Beinahe hätten die Gemeinderäte Christian Lory und Alexander Zila eine Mehrheit für ihren kurzfristig eingebrachten Vorschlag bekommen, der einen Ringverkehr mit Einbahnstraße in der Mitte von Peiting vorsieht. Diese Variante fand quer durch die Fraktionen Unterstützer. Sie ist am Schluss denkbar knapp abgelehnt worden.

In der Skizze, die Lory und Zila kurzfristig zur letzten Sitzung vorgelegt haben, gibt es Einbahnstraßen gegen den Uhrzeigersinn. Wer von Schongau kommt, kann an der oberen Einmündung nicht links abbiegen, sondern muss auf der Füssener Straße einige hundert Meter weiterfahren bis zur Meierstraße. Dort ist dem der Vorschlag der beiden SPD-Gemeinderäte zufolge das Abzweigen Richtung Ammergauer Straße und unteren Hauptplatz (Rathaus, Sparkassenhaus) möglich.

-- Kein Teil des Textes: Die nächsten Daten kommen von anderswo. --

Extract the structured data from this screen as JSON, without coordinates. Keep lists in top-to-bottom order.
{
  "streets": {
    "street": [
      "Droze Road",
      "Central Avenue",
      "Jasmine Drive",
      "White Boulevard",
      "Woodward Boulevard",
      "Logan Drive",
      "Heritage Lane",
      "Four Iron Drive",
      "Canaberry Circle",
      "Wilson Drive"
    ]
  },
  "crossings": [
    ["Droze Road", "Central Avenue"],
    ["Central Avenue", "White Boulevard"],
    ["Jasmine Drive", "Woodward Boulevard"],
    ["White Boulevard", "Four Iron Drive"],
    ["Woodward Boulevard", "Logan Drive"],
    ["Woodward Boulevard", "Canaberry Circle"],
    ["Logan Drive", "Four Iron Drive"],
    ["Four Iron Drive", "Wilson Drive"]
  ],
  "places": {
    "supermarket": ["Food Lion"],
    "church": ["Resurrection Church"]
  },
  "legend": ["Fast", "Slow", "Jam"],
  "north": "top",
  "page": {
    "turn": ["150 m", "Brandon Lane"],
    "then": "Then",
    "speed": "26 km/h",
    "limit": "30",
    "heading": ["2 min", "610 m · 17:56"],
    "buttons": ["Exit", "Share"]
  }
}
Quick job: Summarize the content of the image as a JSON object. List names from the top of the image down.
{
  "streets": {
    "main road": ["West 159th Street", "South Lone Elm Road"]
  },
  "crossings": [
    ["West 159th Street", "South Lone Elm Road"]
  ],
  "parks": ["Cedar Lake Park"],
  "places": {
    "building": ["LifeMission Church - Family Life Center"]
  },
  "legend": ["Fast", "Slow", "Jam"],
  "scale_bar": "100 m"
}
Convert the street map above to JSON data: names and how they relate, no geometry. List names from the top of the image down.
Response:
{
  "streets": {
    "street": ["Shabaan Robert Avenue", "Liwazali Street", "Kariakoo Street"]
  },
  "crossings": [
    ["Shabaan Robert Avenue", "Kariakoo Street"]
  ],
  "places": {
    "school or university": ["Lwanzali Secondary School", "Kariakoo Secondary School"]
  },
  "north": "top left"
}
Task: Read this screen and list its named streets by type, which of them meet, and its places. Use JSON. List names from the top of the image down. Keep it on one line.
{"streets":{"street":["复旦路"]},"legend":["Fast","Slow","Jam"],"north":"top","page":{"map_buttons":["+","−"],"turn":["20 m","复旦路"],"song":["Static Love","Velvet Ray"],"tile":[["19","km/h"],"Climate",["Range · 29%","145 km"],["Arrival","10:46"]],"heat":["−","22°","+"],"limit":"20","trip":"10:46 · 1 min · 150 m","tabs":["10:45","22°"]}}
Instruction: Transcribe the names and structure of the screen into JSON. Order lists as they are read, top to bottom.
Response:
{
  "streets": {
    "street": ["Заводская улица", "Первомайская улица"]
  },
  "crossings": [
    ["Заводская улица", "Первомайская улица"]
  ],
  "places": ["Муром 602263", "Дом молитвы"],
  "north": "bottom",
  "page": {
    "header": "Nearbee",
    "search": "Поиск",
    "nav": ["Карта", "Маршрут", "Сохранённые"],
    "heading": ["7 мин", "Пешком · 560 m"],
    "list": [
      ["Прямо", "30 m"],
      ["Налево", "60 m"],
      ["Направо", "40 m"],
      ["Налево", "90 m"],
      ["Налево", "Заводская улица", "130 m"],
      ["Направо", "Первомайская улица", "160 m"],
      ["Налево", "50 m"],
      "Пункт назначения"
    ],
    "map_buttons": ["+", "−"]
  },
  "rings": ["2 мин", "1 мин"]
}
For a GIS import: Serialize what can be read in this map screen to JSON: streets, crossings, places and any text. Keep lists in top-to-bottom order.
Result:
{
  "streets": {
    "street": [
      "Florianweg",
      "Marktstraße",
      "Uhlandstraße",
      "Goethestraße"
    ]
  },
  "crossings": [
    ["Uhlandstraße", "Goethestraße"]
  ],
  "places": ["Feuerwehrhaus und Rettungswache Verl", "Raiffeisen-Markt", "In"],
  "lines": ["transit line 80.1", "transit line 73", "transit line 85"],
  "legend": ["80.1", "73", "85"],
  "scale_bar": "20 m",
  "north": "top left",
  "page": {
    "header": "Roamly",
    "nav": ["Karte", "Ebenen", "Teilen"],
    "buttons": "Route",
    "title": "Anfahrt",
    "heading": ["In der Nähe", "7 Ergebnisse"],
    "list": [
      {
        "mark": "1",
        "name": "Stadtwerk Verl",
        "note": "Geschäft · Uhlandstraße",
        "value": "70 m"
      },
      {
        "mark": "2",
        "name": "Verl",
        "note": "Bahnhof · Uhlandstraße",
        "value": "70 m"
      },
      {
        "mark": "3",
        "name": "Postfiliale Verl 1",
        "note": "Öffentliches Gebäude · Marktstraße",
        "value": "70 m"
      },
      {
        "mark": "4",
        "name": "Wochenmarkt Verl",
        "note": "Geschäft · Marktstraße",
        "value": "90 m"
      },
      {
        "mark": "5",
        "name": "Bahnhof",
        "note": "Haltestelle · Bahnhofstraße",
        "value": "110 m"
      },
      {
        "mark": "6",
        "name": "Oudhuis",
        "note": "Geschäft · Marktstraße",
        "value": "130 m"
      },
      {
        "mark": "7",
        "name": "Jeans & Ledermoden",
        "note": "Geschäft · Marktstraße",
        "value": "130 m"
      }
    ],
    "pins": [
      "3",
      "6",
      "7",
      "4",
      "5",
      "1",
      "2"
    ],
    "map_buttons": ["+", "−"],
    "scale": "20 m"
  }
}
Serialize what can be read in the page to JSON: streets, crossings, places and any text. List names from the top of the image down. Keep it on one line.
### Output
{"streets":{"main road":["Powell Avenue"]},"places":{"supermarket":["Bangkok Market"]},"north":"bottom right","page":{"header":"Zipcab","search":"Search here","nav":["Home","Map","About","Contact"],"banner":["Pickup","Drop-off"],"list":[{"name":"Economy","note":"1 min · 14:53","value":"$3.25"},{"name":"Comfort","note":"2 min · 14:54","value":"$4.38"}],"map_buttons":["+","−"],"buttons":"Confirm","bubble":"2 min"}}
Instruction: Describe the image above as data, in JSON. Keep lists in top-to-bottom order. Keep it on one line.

Der Vorschlag würde freilich auch bedeuten, dass, wer aus Richtung Steingaden nach Peiting kommt, auf der Füssener Straße an der Einmündung Meierstraße rechts abbiegen muss, selbst wenn er nicht nur in die Ortsmitte möchte, sondern mit Auto oder Lkw weiter nach Schongau will. Als Vorteile nannte Zila aber die Tatsache, dass durch eine solche Einbahnstraßen-Regelung nicht nur das unfallträchtige Hirschvogeleck entschärft werde, sondern zudem durch eine Einbahnstraßen-Regelung im Ortskern auch ein angenehmes Abbiegen an mehreren Einmündungen ermöglicht werde. An der unteren Meierstraße sei z.B. Platz für eine eigene Spur links zum Einordnen Richtung Hauptplatz.

Einjähriger Versuch

Doch jetzt kommt – vorerst als einjähriger Versuch – die Änderung der bislang abknickenden Vorfahrt. Bevorrechtigt ist künftig, wer mit Rad, Krad, Auto oder Lkw geradeaus auf der Schongauer Straße Richtung Osten zur Poststraße unterwegs ist bzw. in umgekehrter Richtung. Warten müssen hingegen diejenigen, die aus Richtung Rottenbuch kommen und über den unteren Hauptplatz nach Schongau weiter wollen. Mit dieser Regelung wird auch eine Fußgängerampel erforderlich. Diese soll an der Poststraße installiert werden.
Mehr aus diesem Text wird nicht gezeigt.